Part textbook, part vade mecum, part bibliography, part canon, Kroeger's slender volume grew in bulk and stature over the decades to become a cornerstone of the literature of librarianship. By the mid-20th century, the Guide was being used throughout North America as a course textbook in library schools and was being sold internationally as the "source of first resort" for identifying local materials to answer users' questions, training reference staff in the repertory of works with which they should be familiar, inventorying and developing reference collections, enabling interlibrary loan staff to identify sources for request verification, and serving as a gateway to the wider repertory of the reference literature.

After Kroeger's death in 1909, the Guide became a project of the General Reference Department of the Columbia University Libraries under compilers and editors Isadore Gilbert Mudge, Constance Winchell, and Eugene Sheehy and was compiled at Columbia until Sheehy's retirement in 1986. Librarians who attended Columbia's famous library school and worked at the reference desk in Butler Library remember working on the Guide as an aspect of their daily activities. To this day, successor librarians to Sheehy continue to compile for College and Research Libraries occasional updates to the Guide using its familiar format and entry numbering.

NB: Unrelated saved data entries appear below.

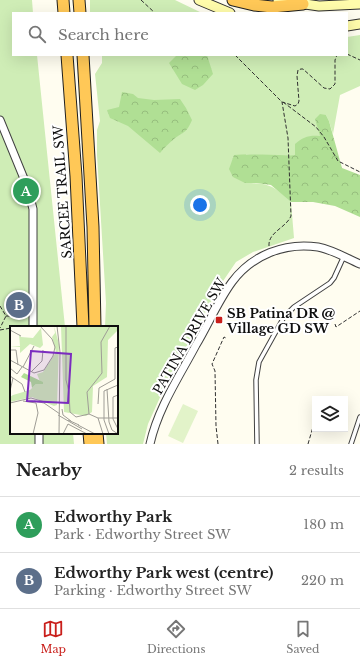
<!DOCTYPE html>
<html lang="en">
<head>
<meta charset="utf-8">
<style>
	:root { --surface:#fff; --page:#f2f2f2; --text:#222; --muted:#767676; --line:#e0e0e0; --accent:#c91f1b }
	body { margin:0; font-family:"Libre Baskerville",serif; background:var(--page); color:var(--text) }
	.controls { position:absolute; right:12px; bottom:12px; display:grid; overflow:hidden; border-radius:0px; box-shadow:0 4px 16px #0002 }
	.controls button { width:36px; height:36px; display:grid; place-items:center; padding:0; border:0; border-bottom:1px solid var(--line); background:var(--surface); color:var(--text); font:20px sans-serif }
	.you { position:absolute; left:200px; top:205px; width:14px; height:14px; margin:-10px; border:3px solid #fff; border-radius:50%; background:#1a73e8; box-shadow:0 0 0 6px #1a73e833 }
	.badge { display:grid; place-items:center; width:26px; height:26px; border-radius:50%; background:var(--accent); color:#fff; font-size:13px; font-weight:700 }
	.pin { position:absolute; translate:-50% -50%; border:2px solid #fff; box-shadow:0 1px 4px #0006 }
	.list { margin:0; padding:0; list-style:none }
	h2 { display:flex; justify-content:space-between; align-items:center; height:52px; margin:0; padding:0 16px; font-size:17px }
	h2 small { font-size:13px; font-weight:400; color:var(--muted) }
	.list li { display:grid; grid-template-columns:26px 1fr auto; gap:12px; align-items:center; box-sizing:border-box; height:56px; padding:0 16px; border-top:1px solid var(--line) }
	.list b { display:block; font-size:15px; white-space:nowrap }
	.list p { margin:0; font-size:13px; white-space:nowrap; color:var(--muted) }
	.list em { font-size:13px; font-style:normal; color:var(--muted) }
	.icon { flex:none; width:22px; height:22px; fill:none; stroke:currentColor; stroke-width:2; stroke-linecap:round; stroke-linejoin:round }
	.map { position:relative; flex:none; width:360px; height:444px; overflow:hidden }
	.search { position:absolute; background:var(--surface); box-shadow:0 4px 16px #0002; left:12px; right:12px; top:12px; height:44px; display:flex; align-items:center; gap:10px; box-sizing:border-box; padding:0 14px; border-radius:0px; color:var(--muted); font-size:15px }
	.sheet { height:164px; background:var(--surface) }
	nav { display:flex; justify-content:space-around; align-items:center; box-sizing:border-box; height:56px; border-top:1px solid var(--line); background:var(--surface); font-size:11px; color:var(--muted) }
	nav a { display:grid; justify-items:center; gap:2px }
	nav .on { color:var(--accent) }
	.map>svg:first-child { display:block }
</style>
</head>
<body>
<div class="map">
<svg width="360" height="444" viewBox="0 0 360 444">
	<defs>
		<pattern id="forest-crowns" width="20" height="18" patternUnits="userSpaceOnUse"><rect width="20" height="18" fill="#b0df94"/><path d="M2 6a3 3 0 1 1 6 0M12 15a3 3 0 1 1 6 0" fill="none" stroke="#96be7e"/></pattern>
	</defs>
	<rect width="100%" height="100%" fill="#fffdf0"/>
	<path fill="#cfedb6" d="M0 0H32L33 13H13V55H37L65 327H11V433H73L74 444H0Z
		M90 0H175L202 13H90Z
		M360 35V86L340 95 333 134 329 121 326 115 320 136 296 155 280 156 246 154 245 183C270 183 274 186 291 202L294 238 253 252 236 262 219 287 162 393 148 424 143 444H107L106 433H117V327H105L106 303 97 155V130L100 121 95 74 102 63V55H347V37Z"/>
	<path fill="url(#forest-crowns)" d="M177 55H207L213 74 203 85 195 90 182 84 169 63Z
		M122 92 133 94 138 98 154 100 180 99 186 108 192 120C186 134 184 131 174 139 169 143 164 148 160 153L128 126 110 118 107 110 119 107Z
		M320 114 326 115 329 121 342 168 360 175V217L335 206 313 202H291L271 185 256 183H245L233 177 229 169 234 155C254 153 275 156 295 155V144C303 137 309 135 320 136L315 119Z"/>
	<path fill="#e2f3c9" d="M183 404 198 411 183 443 168 436Z"/>
	<g fill="none" stroke-linecap="round" stroke-linejoin="round">
		<g stroke="#414141" stroke-width="5.5">
			<path id="service" d="M257 444 256 380 259 362 284 317 294 307 330 283 334 278 344 256
				M351 444 360 417"/>
		</g>
		<g stroke="#414141" stroke-width="9">
			<path id="minor" d="M0 120 27 186 33 209V327
				M39 433V444
				M150 444C158 408 179 377 196 345 208 325 218 301 232 282 252 255 285 242 318 247 333 250 346 258 360 264"/>
		</g>
		<g stroke="#303030" stroke-width="11">
			<path id="secondary" d="M199 0 230 13
				M278 0 319 6 360 4
				M347 26 360 24"/>
		</g>
		<g stroke="#1f1f1f" stroke-width="13">
			<path id="trunk" d="M63 0 64 13
				M79 0 80 13
				M233 0 254 5 272 7 303 4
				M67 55 76 176 83 327
				M83 55 93 227 95 327
				M89 433 90 444
				M97 433 98 444"/>
		</g>
		<path stroke="#303030" stroke-width="1" stroke-dasharray="4 2" stroke-linecap="butt" d="M141 0 155 13
			M347 54 360 60
			M235 55 282 102 295 106 298 104 299 101 297 76 298 70 301 69H303L324 88 330 89 335 84V60L337 55
			M283 102 316 127 324 137 338 161 360 172
			M269 246C268 232 286 228 291 216L288 138 282 102
			M0 306 6 316 0 328
			M6 316H17
			M335 324 336 327 360 311
			M0 330 11 328
			M218 444 216 426 215 371 212 364 224 337 226 338
			M308 444 315 420"/>
		<use href="#service" stroke="#fff" stroke-width="3.5"/>
		<use href="#minor" stroke="#fff" stroke-width="7"/>
		<use href="#secondary" stroke="#fffcab" stroke-width="9"/>
		<use href="#trunk" stroke="#ffc857" stroke-width="11"/>
	</g>
	<rect fill="#c91f1b" stroke="#fff" stroke-width="1.5" x="215" y="316" width="8" height="8" rx="2"/>
	<g text-anchor="middle" stroke-width="4" stroke-linejoin="round" paint-order="stroke">
		<g font-size="13" fill="#0e0e0e" stroke="#fff">
			<text transform="translate(62 192) rotate(-94)" y="5">SARCEE TRAIL SW</text>
			<text transform="translate(189 336) rotate(-60)" y="5">PATINA DRIVE SW</text>
		</g>
		<g font-size="13" font-weight="bold" fill="#0e0e0e" stroke="#fff" text-anchor="start">
			<text x="227" y="318">SB Patina DR @<tspan x="227" dy="15">Village GD SW</tspan></text>
		</g>
	</g>
	<g transform="translate(10 326)">
		<rect width="108" height="108" fill="#fffdf0"/>
		<path d="M44 0 49 18 47 79 44 80 22 71 0 76V71L3 69 20 64 26 58H31L27 48 33 46 46 26 42 11 45 7ZM51 0H108V4L98 14 97 51 83 60 82 86 76 90 54 86ZM31 2 33 19 30 22 20 18 10 27V21H0L10 20 9 8 11 11 23 12Z" fill="#cfedb6"/>
		<path d="M14 47 33 56V58H26L22 62 21 56 11 51Z" fill="#b0df94"/>
		<path fill="none" stroke="#9f9d96" stroke-width="1" d="M47 0 50 26 49 108M56 0V54L59 66 60 86 66 91 79 88M0 4 11 10M0 24H6L8 39M0 34 24 47 34 44 43 30 45 21 42 13 30 0M13 41 24 20M0 42 7 48 12 41M21 46 32 35 33 24M0 50 12 58 15 66M97 63 99 96 102 104 108 108M0 65 3 52M108 69 103 71V93L108 103M13 75 26 77 28 87M24 75 34 77 50 88M0 77 21 72 35 76M88 78 89 62 105 53V22L108 21M52 83 53 89 61 95M79 88 77 66 92 47 91 16 100 0M79 88 88 92H108M48 89 72 103M88 92 93 108M58 94 69 99M68 99 85 108M23 108 28 87M53 108 58 98 77 108M99 108 94 94V65L108 59"/>
		<path fill="#7b2cbf" fill-opacity="0.15" stroke="#7b2cbf" stroke-width="2" d="M21 25 61 28 58 77 17 75Z"/>
		<rect width="108" height="108" fill="none" stroke="#0e0e0e" stroke-width="2"/>
	</g>
</svg>
<div class="controls">
<button><svg class="icon" aria-label="layers" viewBox="0 0 24 24"><path d="M12 4l9 5-9 5-9-5zM3 14l9 5 9-5"/></svg></button>
</div>
<div class="you"></div>
<div class="pin badge" style="left:26px;top:191px;background:#2e9e5b">A</div>
<div class="pin badge" style="left:19px;top:305px;background:#5c6f8a">B</div>
<div class="search"><svg class="icon" aria-label="search" viewBox="0 0 24 24"><circle cx="10" cy="10" r="6"/><path d="M15 15l6 6"/></svg>Search here</div>
</div>
<section class="sheet">
<h2>Nearby<small>2 results</small></h2>
<ul class="list">
<li><span class="badge" style="background:#2e9e5b">A</span><div><b>Edworthy Park</b><p>Park · Edworthy Street SW</p></div><em>180 m</em></li>
<li><span class="badge" style="background:#5c6f8a">B</span><div><b>Edworthy Park west (centre)</b><p>Parking · Edworthy Street SW</p></div><em>220 m</em></li>
</ul>
</section>
<nav>
<a class="on"><svg class="icon" aria-label="map" viewBox="0 0 24 24"><path d="M3 6l6-2 6 2 6-2v14l-6 2-6-2-6 2zM9 4v14M15 6v14"/></svg>Map</a>
<a><svg class="icon" aria-label="directions" viewBox="0 0 24 24"><path d="M12 3l9 9-9 9-9-9zM9 14v-3h6M13 9l2 2-2 2"/></svg>Directions</a>
<a><svg class="icon" aria-label="saved" viewBox="0 0 24 24"><path d="M7 4h10v16l-5-4-5 4z"/></svg>Saved</a>
</nav>
</body>
</html>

The general editorship passed for the 10th edition supplement and the 11th edition to Robert Balay of the Association of College and Research Libraries' Choice magazine. After some years of discussion at ALA, the current edition was announced in May 2000 with the appointment of Robert Kieft as general editor. It is, in effect, the centennial edition; it is the first to list sources on the Web and the first to be issued in electronic form. Although many readers fondly remember and retain on their home or office bookshelf their copy of a Winchell or Sheehy edition, ALA Publishing and the editorial team decided in the fall of 2001 to publish not in print but online to integrate the Guide with the burgeoning network of online resources. The new edition, therefore, takes full advantage of the Web's capacities to connect information sources; released from the constraints of a physical volume, it also creates and links to content that makes it a center for learning about and practicing reference librarianship.2

 


  1. See the "Publication History" in Stuart W. Miller's "'Monument': Guide to Reference Books," in Distinguished Classics of Reference Publishing, ed. James Rettig (Phoenix, AZ: Oryx Press, 1992, 129–37).
  2. For views about how the Guide might develop, see Robert H. Kieft, "When Reference Works Are Not Books: The New Edition of the Guide to Reference Books," RUSQ 41, no. 4 (2002): 330–34. Since the publication of that article, many more possibilities have arisen with the development of new technologies and in discussion with librarians; these are discussed in a successor article by Kieft, "The Return of the Guide to Reference (Books)," RUSQ 48, no. 1 (2008): 4–10.